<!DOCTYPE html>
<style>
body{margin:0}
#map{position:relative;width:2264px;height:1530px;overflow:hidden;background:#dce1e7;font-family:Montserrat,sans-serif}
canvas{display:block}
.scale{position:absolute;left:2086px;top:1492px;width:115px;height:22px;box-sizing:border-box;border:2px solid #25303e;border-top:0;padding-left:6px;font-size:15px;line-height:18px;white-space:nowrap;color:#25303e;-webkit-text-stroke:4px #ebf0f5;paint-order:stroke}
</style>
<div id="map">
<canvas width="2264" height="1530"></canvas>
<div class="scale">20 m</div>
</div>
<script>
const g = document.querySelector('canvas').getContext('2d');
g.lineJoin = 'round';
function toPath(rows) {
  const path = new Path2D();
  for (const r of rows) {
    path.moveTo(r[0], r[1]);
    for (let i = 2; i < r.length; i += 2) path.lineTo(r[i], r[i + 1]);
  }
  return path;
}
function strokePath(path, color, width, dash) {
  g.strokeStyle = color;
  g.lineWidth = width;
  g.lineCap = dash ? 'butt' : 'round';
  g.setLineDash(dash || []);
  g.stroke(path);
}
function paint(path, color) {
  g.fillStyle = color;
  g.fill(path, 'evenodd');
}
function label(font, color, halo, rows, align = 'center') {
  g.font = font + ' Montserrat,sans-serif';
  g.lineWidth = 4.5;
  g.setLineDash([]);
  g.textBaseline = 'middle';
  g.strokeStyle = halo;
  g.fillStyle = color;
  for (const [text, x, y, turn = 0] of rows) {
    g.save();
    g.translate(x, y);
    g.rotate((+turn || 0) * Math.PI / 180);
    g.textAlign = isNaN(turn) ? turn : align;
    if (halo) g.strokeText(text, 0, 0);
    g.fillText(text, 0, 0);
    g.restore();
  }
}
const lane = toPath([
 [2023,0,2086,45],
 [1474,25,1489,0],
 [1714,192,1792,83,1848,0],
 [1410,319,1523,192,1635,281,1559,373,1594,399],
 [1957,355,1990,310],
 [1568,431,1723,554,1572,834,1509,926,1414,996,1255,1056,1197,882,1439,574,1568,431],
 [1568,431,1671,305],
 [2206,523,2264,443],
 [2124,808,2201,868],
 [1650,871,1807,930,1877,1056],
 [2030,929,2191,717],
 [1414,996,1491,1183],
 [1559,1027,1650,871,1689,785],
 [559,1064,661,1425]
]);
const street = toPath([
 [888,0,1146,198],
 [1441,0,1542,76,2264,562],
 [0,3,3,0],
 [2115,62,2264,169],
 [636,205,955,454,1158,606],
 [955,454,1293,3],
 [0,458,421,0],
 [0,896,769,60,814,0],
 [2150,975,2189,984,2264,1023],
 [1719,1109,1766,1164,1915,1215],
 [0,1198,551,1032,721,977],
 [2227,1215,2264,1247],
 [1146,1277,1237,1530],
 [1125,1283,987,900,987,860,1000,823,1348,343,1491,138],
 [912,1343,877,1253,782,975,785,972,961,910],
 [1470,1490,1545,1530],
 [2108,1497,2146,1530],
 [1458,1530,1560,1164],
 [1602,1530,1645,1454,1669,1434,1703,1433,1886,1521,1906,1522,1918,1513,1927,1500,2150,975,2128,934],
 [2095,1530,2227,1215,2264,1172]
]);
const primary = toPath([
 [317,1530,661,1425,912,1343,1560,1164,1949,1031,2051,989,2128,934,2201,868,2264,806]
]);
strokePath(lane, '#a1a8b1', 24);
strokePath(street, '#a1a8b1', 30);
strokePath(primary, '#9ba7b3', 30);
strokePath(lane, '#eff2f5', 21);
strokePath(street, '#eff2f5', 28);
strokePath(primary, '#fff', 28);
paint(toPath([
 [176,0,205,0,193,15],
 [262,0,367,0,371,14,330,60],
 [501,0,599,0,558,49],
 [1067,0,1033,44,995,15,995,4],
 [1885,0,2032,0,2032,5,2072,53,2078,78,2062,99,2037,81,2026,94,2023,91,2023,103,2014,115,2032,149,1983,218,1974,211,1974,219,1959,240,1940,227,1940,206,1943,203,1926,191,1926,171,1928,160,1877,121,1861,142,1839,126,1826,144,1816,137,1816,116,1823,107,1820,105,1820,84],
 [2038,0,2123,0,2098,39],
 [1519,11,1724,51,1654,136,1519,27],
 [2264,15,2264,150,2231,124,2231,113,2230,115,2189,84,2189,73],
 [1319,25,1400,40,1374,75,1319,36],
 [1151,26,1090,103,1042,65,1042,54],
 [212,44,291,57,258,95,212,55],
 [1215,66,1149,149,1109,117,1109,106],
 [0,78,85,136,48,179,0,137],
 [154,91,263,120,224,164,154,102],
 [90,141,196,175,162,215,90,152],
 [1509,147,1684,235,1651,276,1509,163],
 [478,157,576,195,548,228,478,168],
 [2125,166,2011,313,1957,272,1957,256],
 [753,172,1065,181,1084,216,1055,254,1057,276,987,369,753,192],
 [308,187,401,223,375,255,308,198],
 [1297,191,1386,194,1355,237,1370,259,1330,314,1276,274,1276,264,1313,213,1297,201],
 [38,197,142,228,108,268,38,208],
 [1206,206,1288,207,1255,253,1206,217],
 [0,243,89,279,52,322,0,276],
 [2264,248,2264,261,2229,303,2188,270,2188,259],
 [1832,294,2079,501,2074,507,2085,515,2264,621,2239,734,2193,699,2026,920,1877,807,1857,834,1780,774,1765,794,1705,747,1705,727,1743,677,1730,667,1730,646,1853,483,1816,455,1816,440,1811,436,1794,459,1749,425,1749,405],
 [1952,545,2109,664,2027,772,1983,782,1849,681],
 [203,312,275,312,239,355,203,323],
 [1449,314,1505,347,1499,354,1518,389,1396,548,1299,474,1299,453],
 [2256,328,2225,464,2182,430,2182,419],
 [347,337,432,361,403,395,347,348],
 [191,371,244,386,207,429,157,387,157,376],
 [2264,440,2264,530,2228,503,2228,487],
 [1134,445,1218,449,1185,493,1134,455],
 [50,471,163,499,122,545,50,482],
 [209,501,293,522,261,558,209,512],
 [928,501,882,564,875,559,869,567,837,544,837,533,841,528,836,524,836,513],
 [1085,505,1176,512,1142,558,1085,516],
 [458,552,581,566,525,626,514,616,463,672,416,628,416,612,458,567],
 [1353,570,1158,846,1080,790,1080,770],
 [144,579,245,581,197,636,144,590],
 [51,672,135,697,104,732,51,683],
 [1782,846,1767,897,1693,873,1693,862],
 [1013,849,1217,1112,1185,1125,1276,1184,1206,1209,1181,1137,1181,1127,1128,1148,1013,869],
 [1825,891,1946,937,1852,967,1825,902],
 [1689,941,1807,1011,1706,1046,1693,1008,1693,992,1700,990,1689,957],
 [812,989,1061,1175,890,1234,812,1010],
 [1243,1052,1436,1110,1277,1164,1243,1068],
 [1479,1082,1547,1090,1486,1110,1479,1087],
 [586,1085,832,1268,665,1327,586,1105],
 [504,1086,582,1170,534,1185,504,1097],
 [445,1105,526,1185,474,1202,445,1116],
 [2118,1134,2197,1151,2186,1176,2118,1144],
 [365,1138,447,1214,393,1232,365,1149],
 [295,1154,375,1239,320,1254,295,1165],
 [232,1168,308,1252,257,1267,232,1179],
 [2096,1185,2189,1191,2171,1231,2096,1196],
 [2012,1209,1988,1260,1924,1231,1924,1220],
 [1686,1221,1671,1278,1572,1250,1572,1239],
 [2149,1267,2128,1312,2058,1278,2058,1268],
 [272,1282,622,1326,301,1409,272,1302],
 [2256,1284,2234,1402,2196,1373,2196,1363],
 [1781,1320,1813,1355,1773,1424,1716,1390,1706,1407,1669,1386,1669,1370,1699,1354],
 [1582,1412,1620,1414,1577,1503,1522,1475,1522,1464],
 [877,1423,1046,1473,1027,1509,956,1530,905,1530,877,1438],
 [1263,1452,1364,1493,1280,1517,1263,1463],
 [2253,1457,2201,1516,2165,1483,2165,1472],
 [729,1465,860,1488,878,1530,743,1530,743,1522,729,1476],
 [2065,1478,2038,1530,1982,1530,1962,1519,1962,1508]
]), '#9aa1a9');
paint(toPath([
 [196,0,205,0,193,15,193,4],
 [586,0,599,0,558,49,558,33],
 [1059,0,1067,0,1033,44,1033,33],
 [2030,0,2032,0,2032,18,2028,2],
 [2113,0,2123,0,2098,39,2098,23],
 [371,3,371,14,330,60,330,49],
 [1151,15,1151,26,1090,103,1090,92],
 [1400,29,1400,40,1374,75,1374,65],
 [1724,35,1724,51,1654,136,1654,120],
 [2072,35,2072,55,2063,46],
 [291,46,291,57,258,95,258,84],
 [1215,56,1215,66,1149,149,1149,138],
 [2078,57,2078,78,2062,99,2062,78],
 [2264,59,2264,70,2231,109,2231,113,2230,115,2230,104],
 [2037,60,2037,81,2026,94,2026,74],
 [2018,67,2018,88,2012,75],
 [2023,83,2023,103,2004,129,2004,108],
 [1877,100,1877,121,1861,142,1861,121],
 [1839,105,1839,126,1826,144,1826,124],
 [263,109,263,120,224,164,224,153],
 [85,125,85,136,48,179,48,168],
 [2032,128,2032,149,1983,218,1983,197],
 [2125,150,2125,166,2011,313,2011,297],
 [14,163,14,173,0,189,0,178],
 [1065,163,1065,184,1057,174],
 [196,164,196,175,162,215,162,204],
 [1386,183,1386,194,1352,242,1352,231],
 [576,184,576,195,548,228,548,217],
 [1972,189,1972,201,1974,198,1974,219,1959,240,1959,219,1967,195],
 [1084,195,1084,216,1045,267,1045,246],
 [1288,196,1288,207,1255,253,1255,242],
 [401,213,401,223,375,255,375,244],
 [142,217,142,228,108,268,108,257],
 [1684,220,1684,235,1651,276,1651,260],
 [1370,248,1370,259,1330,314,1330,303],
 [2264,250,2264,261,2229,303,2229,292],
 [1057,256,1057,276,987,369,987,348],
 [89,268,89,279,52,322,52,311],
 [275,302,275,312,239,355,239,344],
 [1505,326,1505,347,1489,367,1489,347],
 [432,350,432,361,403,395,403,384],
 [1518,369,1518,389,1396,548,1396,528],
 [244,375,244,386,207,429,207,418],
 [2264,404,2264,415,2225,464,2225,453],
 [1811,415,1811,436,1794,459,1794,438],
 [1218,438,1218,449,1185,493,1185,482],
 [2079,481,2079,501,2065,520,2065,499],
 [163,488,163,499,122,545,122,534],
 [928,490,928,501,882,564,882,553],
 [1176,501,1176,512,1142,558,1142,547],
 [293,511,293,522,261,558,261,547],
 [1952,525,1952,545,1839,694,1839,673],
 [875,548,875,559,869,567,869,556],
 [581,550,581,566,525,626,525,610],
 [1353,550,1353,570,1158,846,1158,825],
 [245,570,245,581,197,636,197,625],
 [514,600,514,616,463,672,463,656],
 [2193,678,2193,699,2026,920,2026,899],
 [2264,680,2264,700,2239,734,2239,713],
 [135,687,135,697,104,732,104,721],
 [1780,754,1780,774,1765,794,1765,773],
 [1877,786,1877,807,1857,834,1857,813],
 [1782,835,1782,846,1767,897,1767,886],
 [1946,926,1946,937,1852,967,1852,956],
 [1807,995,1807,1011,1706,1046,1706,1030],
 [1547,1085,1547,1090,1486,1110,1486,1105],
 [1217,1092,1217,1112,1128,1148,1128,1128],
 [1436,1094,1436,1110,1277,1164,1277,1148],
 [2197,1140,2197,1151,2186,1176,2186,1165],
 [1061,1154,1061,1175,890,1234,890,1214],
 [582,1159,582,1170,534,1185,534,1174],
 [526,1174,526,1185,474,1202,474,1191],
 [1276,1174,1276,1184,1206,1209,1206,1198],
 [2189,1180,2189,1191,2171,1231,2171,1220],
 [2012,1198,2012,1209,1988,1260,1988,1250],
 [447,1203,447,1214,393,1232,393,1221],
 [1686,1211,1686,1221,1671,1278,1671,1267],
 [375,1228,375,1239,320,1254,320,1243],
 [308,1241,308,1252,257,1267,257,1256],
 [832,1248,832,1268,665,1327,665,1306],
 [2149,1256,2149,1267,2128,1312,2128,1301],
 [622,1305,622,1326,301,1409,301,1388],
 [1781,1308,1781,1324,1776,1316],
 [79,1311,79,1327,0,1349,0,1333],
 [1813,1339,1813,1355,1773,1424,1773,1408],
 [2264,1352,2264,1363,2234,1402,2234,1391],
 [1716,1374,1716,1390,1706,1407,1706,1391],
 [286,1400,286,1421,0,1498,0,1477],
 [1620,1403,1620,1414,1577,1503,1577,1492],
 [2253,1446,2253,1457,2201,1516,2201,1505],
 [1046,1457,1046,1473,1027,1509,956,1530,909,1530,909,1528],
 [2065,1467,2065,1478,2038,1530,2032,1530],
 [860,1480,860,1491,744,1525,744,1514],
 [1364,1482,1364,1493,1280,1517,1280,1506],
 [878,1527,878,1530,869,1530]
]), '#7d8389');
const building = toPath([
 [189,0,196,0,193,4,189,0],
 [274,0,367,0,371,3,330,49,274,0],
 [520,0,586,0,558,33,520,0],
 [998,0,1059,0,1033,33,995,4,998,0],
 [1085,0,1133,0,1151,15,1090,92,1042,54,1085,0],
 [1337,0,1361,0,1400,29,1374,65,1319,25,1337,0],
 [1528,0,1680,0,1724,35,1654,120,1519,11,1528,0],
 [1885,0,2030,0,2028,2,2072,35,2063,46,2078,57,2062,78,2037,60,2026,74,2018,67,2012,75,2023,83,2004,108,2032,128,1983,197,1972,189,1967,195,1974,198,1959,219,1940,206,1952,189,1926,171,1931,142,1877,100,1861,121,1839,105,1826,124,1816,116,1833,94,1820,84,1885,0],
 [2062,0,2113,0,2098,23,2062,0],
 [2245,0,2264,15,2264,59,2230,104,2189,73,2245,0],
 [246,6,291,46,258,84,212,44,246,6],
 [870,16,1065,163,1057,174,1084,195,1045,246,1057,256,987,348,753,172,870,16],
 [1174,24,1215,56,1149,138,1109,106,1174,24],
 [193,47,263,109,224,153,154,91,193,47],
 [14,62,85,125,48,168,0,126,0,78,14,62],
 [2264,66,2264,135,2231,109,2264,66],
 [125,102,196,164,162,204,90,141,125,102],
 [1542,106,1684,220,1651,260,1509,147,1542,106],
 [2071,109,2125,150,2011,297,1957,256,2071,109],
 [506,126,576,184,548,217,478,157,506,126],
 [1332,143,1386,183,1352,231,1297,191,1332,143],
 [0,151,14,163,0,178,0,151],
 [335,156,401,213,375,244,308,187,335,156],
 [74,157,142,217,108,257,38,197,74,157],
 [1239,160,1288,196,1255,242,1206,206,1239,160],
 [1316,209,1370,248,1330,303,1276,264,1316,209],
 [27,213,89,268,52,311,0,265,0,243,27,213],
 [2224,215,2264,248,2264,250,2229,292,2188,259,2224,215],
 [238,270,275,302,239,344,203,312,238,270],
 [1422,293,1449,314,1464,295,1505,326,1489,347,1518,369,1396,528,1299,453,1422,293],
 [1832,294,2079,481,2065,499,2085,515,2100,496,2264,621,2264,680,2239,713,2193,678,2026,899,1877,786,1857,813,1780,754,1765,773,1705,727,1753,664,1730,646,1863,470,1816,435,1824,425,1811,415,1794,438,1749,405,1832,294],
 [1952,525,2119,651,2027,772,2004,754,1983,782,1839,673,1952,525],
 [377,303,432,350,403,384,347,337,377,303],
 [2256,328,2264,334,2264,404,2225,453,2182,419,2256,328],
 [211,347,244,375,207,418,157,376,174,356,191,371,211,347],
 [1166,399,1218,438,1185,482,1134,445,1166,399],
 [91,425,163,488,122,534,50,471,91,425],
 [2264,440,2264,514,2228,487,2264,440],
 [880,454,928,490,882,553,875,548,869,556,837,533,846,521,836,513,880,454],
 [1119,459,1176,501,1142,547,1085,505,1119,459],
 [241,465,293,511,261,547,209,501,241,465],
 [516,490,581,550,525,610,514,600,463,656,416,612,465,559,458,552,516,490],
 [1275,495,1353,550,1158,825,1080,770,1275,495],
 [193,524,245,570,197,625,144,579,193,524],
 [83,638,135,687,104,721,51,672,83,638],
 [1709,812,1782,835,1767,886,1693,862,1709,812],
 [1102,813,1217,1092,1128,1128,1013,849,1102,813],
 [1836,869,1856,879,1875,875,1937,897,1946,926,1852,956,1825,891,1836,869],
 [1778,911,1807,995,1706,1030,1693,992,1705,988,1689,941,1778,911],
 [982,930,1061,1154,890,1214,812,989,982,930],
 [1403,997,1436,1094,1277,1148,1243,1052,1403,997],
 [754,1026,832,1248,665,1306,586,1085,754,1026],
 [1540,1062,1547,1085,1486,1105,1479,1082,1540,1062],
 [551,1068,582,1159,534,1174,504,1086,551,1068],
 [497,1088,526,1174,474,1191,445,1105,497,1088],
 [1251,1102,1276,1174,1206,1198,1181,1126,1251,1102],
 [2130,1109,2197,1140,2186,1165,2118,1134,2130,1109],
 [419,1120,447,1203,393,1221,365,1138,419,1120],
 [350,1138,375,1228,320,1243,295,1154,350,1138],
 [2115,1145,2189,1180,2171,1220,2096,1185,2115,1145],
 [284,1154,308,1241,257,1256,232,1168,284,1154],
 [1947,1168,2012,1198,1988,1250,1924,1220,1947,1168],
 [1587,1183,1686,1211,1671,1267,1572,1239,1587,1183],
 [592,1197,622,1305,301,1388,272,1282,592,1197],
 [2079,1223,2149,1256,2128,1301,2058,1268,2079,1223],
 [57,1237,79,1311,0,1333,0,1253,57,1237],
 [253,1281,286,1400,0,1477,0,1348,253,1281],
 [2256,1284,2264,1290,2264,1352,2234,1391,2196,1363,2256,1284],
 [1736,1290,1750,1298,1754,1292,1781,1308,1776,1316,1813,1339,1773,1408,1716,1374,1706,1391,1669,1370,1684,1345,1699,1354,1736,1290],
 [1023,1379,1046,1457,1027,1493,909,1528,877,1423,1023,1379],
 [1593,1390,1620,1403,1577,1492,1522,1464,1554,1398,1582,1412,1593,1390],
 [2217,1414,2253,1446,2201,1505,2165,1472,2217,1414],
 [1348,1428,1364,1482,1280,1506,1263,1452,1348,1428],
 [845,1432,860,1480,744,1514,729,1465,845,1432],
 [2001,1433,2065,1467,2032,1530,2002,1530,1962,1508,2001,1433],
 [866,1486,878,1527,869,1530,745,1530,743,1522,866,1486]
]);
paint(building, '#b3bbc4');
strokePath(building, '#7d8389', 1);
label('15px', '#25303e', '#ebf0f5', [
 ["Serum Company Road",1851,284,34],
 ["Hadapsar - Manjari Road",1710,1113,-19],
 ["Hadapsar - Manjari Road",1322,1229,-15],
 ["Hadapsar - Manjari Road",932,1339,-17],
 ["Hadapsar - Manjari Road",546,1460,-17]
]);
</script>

* * * * *

Copy out every line of the records that the string "Road" appears in.

 ["Serum Company Road",1851,284,34],
 ["Hadapsar - Manjari Road",1710,1113,-19],
 ["Hadapsar - Manjari Road",1322,1229,-15],
 ["Hadapsar - Manjari Road",932,1339,-17],
 ["Hadapsar - Manjari Road",546,1460,-17]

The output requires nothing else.